From the entries below, count the lines holding the word "null" and give nothing but the number.

━━━ Data excerpts

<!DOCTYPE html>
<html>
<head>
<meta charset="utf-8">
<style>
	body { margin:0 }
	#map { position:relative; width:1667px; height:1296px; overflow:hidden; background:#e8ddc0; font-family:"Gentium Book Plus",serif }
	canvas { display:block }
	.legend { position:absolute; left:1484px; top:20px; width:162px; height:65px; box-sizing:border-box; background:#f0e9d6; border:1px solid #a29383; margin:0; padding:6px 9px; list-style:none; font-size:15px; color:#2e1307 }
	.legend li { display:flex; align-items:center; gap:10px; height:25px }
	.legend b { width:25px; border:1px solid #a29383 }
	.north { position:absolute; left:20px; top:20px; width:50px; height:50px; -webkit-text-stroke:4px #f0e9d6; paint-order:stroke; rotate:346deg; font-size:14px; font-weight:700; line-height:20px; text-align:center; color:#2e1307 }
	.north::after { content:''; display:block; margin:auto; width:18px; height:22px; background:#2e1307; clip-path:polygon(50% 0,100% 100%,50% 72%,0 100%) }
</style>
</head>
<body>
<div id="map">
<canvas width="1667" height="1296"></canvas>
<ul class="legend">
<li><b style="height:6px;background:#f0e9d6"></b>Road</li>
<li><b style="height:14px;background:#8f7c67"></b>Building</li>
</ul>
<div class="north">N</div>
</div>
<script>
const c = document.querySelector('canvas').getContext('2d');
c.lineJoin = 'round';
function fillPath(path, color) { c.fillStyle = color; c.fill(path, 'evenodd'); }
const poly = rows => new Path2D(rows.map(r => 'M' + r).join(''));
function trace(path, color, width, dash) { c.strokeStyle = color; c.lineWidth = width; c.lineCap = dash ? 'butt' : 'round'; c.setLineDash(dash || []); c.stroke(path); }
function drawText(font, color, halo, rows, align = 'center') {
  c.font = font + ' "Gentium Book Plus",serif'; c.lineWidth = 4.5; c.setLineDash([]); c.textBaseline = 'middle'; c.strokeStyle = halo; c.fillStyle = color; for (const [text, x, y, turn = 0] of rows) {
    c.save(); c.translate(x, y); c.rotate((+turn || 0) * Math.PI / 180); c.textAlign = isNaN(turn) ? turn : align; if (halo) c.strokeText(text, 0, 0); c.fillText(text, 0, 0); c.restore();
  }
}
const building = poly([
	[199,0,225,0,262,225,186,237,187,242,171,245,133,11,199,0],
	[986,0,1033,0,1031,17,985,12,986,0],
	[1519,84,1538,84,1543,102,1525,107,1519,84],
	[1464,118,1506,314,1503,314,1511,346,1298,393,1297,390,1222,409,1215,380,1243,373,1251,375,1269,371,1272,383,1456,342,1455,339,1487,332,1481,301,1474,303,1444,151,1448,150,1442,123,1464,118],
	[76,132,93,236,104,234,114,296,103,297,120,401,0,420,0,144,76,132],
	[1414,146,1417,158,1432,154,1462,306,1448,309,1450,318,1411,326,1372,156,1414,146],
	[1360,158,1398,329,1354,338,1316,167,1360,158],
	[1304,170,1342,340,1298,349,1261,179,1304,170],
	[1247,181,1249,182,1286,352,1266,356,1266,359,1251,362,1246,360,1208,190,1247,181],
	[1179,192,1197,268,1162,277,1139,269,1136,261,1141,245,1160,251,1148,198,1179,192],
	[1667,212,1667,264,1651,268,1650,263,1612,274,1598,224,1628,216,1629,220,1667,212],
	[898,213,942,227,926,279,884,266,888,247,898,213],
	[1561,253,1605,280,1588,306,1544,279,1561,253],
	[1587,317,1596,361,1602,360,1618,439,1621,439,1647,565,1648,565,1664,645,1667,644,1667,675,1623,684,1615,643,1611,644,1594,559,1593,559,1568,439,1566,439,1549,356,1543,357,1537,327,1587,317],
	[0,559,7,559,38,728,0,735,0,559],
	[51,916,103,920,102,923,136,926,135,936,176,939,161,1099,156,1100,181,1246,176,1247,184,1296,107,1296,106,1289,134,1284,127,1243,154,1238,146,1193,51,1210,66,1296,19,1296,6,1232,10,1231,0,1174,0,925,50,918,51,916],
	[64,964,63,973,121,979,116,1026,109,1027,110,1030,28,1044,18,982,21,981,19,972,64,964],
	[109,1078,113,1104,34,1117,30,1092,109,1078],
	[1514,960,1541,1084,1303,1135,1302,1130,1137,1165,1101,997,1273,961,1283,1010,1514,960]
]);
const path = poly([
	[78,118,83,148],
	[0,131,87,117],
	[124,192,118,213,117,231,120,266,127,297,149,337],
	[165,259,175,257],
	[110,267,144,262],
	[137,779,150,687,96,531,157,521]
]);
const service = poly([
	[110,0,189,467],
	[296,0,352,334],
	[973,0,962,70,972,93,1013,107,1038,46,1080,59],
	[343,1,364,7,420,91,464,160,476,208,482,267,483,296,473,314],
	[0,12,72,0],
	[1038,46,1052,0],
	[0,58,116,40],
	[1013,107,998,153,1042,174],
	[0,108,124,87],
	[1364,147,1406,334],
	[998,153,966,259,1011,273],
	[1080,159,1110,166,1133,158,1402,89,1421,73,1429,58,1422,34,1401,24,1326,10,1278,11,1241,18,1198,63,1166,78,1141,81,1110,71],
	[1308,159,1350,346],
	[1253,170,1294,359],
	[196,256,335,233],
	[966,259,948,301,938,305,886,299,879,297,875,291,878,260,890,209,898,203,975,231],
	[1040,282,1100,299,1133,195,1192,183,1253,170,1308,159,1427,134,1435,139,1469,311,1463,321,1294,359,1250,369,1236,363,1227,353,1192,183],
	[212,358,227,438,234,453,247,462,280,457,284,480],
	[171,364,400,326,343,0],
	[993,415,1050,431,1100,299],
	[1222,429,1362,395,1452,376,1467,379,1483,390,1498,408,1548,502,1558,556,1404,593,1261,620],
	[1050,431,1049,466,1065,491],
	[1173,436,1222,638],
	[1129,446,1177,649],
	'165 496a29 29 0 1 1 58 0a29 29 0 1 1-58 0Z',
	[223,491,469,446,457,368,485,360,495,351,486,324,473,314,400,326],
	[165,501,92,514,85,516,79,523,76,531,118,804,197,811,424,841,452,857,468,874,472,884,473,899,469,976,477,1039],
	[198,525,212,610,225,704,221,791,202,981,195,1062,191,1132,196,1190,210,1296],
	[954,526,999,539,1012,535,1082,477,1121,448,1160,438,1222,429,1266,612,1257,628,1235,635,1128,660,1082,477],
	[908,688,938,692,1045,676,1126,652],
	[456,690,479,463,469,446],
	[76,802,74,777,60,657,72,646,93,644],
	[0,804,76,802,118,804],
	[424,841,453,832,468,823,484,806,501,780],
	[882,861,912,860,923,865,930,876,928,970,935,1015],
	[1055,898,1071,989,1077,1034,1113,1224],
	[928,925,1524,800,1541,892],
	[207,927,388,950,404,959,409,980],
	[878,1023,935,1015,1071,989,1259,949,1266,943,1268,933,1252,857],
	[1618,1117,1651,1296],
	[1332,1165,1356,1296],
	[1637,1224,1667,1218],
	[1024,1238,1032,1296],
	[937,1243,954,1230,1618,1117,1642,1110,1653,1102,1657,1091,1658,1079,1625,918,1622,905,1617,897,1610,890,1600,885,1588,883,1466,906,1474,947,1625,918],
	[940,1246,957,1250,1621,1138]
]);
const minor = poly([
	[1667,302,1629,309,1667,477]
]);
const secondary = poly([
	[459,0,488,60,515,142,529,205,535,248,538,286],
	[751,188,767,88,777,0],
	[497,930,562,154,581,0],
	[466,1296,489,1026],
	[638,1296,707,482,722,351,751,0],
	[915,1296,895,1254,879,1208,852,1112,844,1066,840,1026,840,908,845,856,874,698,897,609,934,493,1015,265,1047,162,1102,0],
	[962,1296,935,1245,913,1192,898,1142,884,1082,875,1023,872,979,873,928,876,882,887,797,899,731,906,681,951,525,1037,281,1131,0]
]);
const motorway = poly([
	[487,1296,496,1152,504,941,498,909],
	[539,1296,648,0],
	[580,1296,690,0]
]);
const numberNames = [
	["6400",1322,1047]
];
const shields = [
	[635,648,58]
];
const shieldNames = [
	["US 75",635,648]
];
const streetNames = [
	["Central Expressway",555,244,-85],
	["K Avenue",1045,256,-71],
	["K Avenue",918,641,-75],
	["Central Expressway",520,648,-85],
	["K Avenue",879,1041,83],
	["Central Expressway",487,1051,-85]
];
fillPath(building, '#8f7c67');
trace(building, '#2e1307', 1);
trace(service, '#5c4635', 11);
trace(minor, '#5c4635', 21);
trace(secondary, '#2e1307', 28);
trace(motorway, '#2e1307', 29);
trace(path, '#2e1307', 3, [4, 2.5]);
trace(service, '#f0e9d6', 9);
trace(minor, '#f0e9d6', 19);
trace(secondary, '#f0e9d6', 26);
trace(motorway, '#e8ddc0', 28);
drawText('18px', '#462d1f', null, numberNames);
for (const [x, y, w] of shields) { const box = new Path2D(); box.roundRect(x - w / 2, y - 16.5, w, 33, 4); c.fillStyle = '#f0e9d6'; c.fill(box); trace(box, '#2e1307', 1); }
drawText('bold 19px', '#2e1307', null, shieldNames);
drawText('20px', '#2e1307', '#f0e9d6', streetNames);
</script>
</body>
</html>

━━━━━━

- _Answer area_:
2